Paige swallowed, taken aback at the abrupt change of subject. “I’m sorry, General. We have been promised the full report by tomorrow.”

The general’s face turned blotchy. “My team leader is dead, and I need to know what you have learned — or perhaps I should ask your President myself. You are hiding something, I can tell.”

Bisovka turned away from the group and lit another Marlboro, seemingly uninterested in the exchange.

“General,” she said, drawing upon all her experience and skill to keep her emotions in check, as she tried to turn the tables on him, “if I might ask, is there something you expect us to find in this autopsy? Your request was rather unusual, since the apparent cause of death was so… obvious. Do you know something the rest of us don’t?”

The other Russians looked at her uneasily, but she kept her gaze locked on Ursov. He was the one who mattered at the moment. Her heart pounded. Was he involved somehow?

“I know why you are stalling us, what you don’t want anyone to know.” Paige felt her blood freeze, dreading what he might say. Ursov’s face seemed ready to slump. “Just tell me if Nevsky was drunk at the time!” His fists clenched and unclenched. “I must know — because if I allowed him to smuggle vodka into the DAF and drink himself into a stupor, then get himself killed — my career is finished.”

“It was probably bourbon, not vodka,” Bisovka said scornfully, standing away from the others as he smoked.

Paige looked at him, startled, giddy with relief. She had to work hard to keep herself from laughing.

Ursov continued, “I filed repeated formal complaints, but he always loved his drink.
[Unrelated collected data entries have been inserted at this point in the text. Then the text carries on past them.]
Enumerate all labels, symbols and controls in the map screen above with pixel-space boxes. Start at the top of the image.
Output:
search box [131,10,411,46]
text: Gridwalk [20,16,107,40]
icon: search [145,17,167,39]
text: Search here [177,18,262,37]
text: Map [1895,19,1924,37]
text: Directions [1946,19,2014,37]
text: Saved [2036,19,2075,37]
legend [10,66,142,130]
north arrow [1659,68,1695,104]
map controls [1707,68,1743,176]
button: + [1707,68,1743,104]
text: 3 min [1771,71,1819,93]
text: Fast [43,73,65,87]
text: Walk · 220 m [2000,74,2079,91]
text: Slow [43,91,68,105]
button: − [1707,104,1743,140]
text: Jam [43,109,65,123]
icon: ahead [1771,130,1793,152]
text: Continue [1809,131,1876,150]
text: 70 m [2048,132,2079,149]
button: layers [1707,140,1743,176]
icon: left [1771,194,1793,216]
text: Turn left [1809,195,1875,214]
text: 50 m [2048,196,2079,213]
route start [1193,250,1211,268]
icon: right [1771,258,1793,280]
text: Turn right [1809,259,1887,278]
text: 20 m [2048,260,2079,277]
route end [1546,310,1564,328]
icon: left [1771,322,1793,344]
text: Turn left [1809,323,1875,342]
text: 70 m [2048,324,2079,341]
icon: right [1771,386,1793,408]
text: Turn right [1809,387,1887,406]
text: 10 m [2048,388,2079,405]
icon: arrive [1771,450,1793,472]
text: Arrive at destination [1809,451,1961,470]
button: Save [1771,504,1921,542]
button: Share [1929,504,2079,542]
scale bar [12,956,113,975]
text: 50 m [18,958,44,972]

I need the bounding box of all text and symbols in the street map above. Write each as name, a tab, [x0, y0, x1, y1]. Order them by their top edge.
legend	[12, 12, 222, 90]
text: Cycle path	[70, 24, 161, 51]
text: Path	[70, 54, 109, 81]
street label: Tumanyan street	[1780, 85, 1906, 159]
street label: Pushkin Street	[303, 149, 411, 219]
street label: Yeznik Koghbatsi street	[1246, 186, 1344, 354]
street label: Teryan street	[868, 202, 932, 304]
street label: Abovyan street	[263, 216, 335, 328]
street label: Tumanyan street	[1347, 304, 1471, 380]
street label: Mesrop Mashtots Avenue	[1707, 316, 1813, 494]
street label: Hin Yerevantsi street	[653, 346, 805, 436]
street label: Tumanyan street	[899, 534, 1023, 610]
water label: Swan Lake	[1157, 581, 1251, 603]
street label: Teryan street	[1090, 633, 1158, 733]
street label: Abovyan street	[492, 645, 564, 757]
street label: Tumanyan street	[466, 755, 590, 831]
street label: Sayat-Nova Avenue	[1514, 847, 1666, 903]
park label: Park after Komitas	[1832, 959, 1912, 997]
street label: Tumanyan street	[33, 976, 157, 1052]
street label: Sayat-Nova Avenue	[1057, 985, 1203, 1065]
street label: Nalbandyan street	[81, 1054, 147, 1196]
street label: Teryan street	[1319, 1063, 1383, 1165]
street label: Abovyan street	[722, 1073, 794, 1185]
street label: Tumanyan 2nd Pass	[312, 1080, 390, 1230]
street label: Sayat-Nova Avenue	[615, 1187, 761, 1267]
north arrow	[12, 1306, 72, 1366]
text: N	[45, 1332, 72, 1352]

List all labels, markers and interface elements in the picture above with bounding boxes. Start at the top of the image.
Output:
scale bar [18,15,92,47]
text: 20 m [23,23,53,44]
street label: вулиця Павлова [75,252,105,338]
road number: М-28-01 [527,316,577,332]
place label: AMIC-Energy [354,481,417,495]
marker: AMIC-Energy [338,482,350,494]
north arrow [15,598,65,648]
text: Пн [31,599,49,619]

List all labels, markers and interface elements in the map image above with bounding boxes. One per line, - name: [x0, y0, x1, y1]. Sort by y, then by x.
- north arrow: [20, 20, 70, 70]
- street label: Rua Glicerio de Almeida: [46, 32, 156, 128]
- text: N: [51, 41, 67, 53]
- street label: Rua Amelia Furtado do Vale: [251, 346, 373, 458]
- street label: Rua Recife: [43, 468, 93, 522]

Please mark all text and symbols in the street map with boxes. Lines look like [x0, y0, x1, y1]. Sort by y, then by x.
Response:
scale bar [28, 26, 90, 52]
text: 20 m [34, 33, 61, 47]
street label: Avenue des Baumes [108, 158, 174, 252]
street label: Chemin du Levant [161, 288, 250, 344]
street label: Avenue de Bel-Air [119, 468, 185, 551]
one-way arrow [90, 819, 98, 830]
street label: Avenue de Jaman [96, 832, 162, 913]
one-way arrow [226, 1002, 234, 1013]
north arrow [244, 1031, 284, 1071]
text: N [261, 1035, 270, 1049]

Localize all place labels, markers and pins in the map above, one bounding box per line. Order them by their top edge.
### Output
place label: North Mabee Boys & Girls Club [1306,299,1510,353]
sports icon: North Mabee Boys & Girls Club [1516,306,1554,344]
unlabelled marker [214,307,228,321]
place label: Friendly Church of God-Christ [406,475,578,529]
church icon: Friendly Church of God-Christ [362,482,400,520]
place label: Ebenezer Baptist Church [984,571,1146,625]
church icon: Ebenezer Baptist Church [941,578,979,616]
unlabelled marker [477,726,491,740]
I never took it seriously enough. Now Nevsky is dead.” Ursov gripped her arm, leaning closer. “Tell me — was he drunk? Is that why you are so embarrassed to give me your coroner’s report?”

She shook her head emphatically. “No, General. He wasn’t drunk. I can tell you that much for certain.”

Ursov seemed relieved for a moment, then glanced up, wearing a suspicious look. “Then what else are you hiding from us?”